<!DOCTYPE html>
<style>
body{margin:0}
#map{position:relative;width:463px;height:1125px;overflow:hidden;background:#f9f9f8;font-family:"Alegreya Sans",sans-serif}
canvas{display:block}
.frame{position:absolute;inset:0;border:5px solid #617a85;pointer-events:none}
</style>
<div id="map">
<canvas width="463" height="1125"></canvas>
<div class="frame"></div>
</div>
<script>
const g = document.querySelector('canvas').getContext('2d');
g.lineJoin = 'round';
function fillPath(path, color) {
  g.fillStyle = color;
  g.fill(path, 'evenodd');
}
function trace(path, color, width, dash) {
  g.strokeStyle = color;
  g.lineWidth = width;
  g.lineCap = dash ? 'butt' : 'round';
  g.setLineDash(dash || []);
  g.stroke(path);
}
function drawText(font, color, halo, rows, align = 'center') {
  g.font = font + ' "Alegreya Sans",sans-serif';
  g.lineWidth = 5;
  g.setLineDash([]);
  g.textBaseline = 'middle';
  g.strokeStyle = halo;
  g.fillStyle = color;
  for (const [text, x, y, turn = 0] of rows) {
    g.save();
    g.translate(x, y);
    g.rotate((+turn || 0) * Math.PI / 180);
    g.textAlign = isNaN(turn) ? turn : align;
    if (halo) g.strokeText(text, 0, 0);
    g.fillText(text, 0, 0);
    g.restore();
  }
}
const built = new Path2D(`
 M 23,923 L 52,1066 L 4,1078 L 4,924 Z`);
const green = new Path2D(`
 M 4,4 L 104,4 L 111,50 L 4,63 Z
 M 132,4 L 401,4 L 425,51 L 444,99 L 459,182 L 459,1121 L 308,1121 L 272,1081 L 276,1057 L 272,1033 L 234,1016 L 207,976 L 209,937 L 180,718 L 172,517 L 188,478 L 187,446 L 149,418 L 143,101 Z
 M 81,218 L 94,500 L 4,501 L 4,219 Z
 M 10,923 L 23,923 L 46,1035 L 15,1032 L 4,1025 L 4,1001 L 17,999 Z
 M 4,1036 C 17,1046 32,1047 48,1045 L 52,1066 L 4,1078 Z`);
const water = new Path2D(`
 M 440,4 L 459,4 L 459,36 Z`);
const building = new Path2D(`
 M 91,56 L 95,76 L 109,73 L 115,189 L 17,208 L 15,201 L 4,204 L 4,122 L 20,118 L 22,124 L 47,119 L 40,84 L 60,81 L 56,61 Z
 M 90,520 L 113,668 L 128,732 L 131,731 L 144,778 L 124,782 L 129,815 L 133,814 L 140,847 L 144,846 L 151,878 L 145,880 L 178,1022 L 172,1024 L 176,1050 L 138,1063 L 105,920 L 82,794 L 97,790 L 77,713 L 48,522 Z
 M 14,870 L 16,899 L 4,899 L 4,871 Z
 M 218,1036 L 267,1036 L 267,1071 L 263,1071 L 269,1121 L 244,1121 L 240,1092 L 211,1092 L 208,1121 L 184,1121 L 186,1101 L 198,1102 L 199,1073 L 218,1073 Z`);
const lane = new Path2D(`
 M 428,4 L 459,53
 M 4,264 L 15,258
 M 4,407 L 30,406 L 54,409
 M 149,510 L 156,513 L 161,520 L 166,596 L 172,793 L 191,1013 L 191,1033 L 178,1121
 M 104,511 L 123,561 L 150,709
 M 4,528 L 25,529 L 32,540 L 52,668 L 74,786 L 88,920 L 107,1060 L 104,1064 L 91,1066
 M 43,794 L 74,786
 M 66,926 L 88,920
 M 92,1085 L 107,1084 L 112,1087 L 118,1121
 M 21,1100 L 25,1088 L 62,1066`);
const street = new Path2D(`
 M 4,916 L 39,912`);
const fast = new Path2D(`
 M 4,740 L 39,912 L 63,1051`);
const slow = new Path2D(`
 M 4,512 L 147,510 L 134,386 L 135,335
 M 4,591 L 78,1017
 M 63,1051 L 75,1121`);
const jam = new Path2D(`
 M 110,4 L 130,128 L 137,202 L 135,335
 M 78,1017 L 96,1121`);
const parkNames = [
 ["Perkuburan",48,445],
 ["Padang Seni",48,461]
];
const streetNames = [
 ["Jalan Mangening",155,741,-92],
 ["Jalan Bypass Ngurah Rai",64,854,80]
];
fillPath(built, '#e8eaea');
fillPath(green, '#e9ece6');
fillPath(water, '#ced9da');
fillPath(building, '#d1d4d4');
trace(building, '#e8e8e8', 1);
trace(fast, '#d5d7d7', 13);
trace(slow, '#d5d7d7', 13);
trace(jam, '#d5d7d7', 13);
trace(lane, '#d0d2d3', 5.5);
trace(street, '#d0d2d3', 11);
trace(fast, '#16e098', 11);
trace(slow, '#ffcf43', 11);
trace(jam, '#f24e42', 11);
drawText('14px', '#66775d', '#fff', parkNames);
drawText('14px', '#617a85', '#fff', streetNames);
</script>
-=-=-=-=-
■ Task item:
From the records above, extract exactly and only the lines that begin at the line with "g.strokeStyle = halo;" and stop after the line with "M 81,218 L 94,500 L 4,501 L 4,219 Z".

■ Response area:
  g.strokeStyle = halo;
  g.fillStyle = color;
  for (const [text, x, y, turn = 0] of rows) {
    g.save();
    g.translate(x, y);
    g.rotate((+turn || 0) * Math.PI / 180);
    g.textAlign = isNaN(turn) ? turn : align;
    if (halo) g.strokeText(text, 0, 0);
    g.fillText(text, 0, 0);
    g.restore();
  }
}
const built = new Path2D(`
 M 23,923 L 52,1066 L 4,1078 L 4,924 Z`);
const green = new Path2D(`
 M 4,4 L 104,4 L 111,50 L 4,63 Z
 M 132,4 L 401,4 L 425,51 L 444,99 L 459,182 L 459,1121 L 308,1121 L 272,1081 L 276,1057 L 272,1033 L 234,1016 L 207,976 L 209,937 L 180,718 L 172,517 L 188,478 L 187,446 L 149,418 L 143,101 Z
 M 81,218 L 94,500 L 4,501 L 4,219 Z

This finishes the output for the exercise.